How to complete this task: Reproduce exactly the lines from the line containing "For a GIS import: What" through the end of the records below, including both ends, and nothing else.

Supplied material:
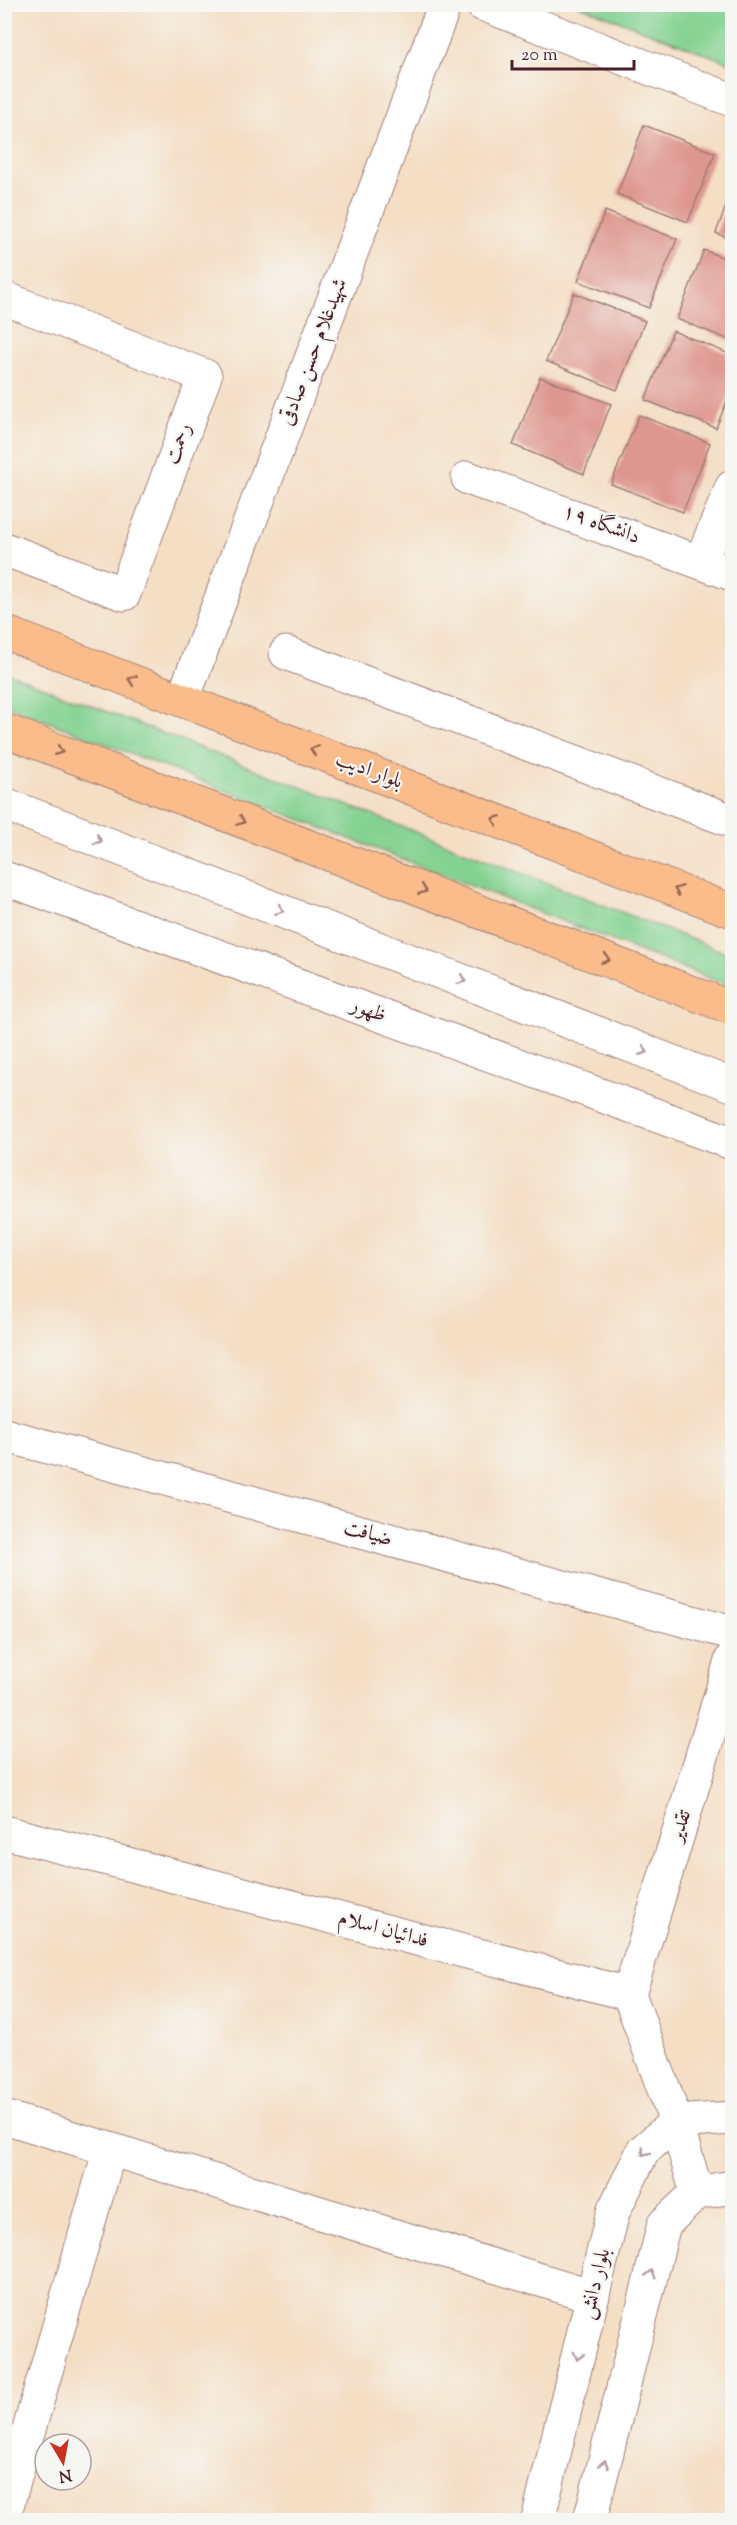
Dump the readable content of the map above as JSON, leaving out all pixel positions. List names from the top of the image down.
{
  "streets": {
    "main road": ["بلوار ادیب"],
    "street": [
      "شهیدغلام حسن صادقی",
      "رحمت",
      "دانشگاه ۱۹",
      "ظهور",
      "ضیافت",
      "تقدیر",
      "فدائیان اسلام",
      "بلوار دانش"
    ]
  },
  "crossings": [
    ["شهیدغلام حسن صادقی", "بلوار ادیب"],
    ["تقدیر", "فدائیان اسلام"]
  ],
  "scale_bar": "20 m",
  "north": "bottom"
}
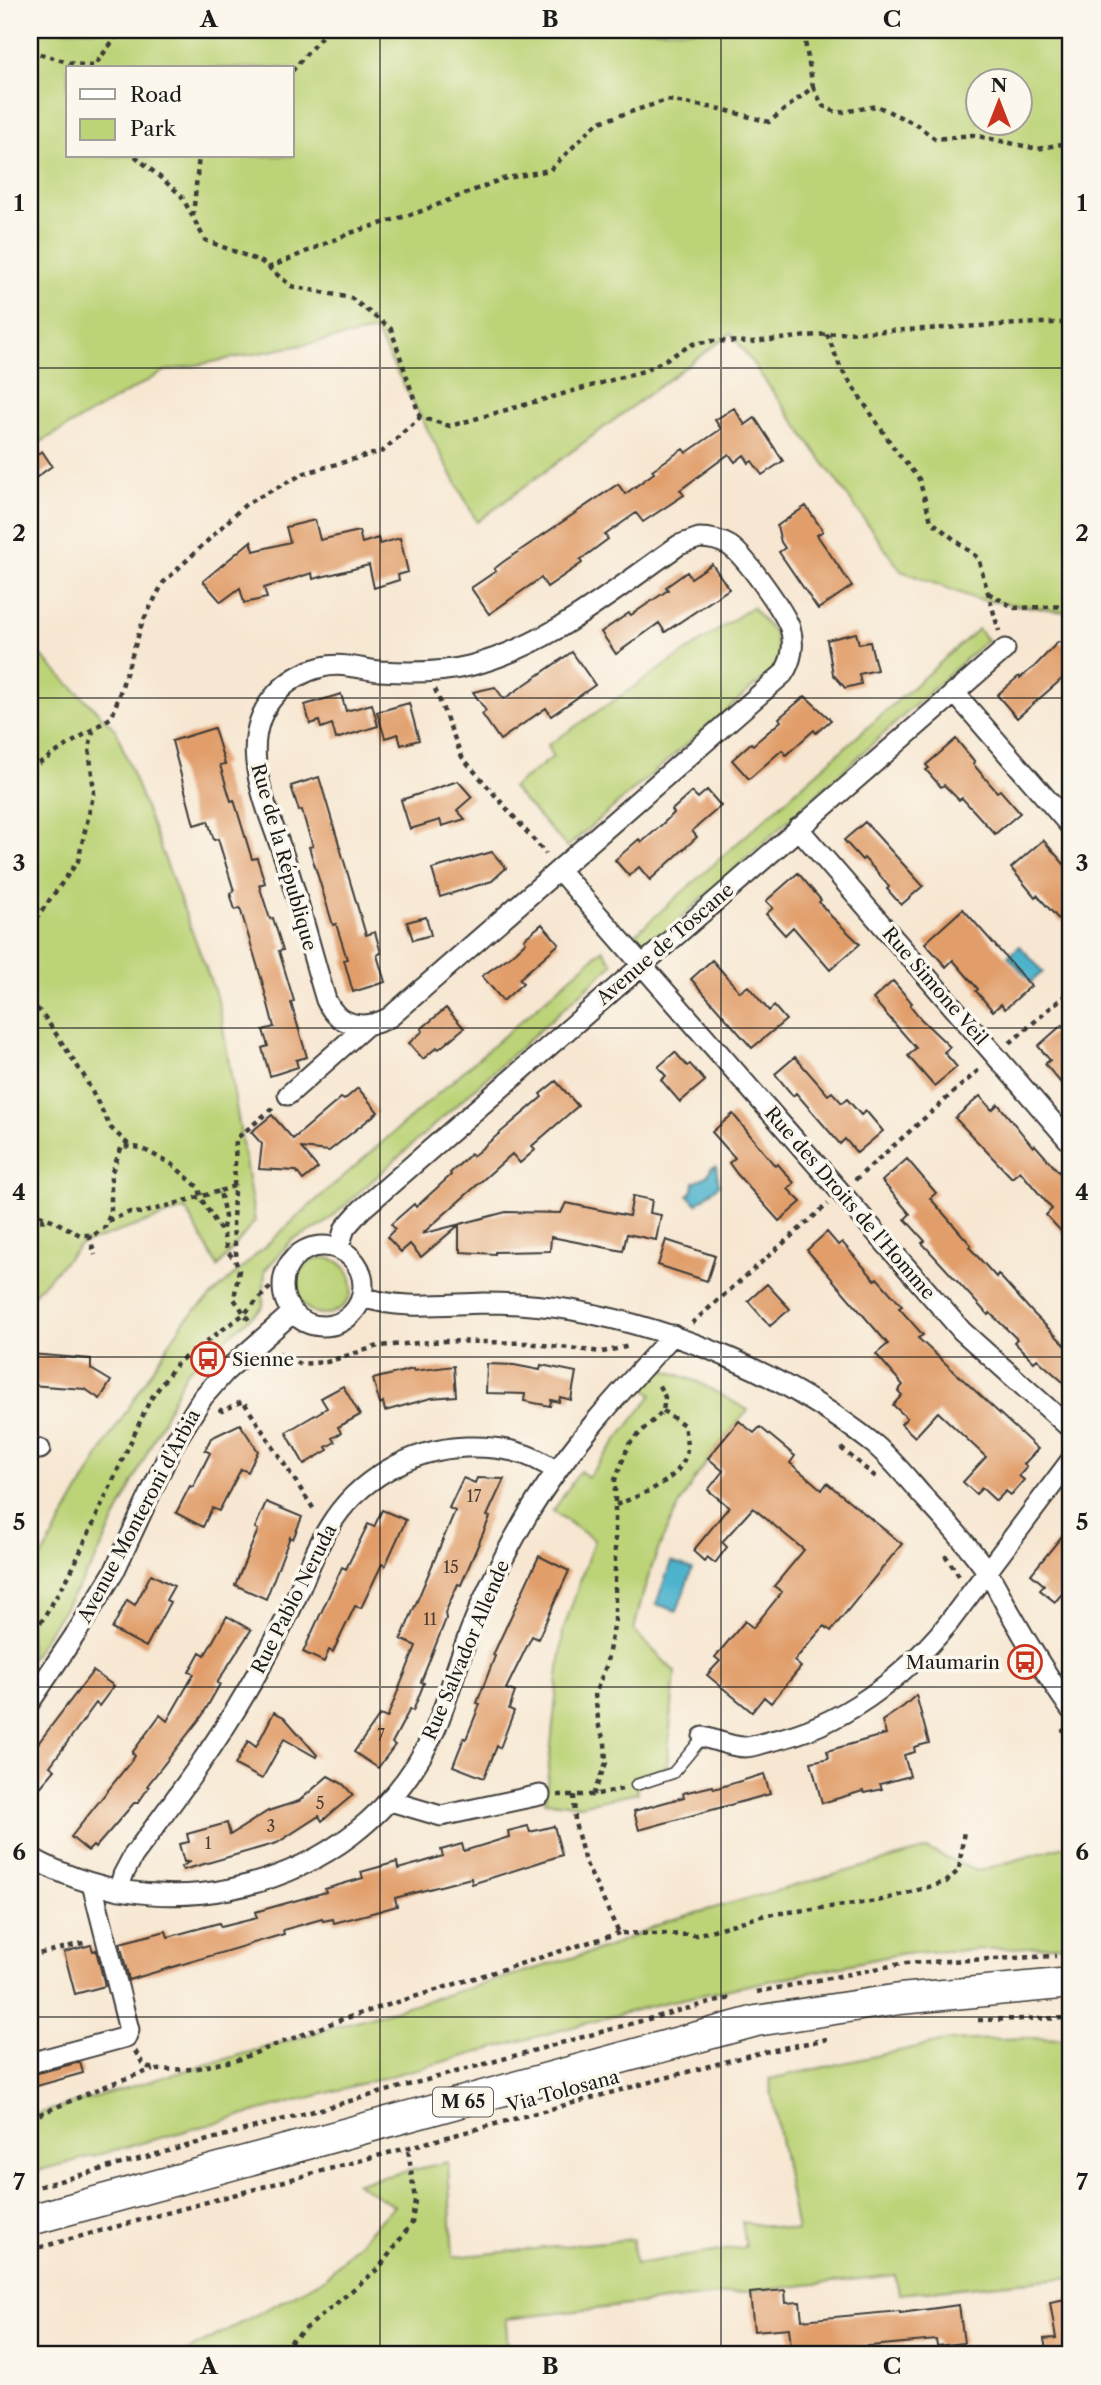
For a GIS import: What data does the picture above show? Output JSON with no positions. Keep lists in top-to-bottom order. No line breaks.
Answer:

Exercise response:
For a GIS import: What data does the picture above show? Output JSON with no positions. Keep lists in top-to-bottom order. No line breaks.
Answer:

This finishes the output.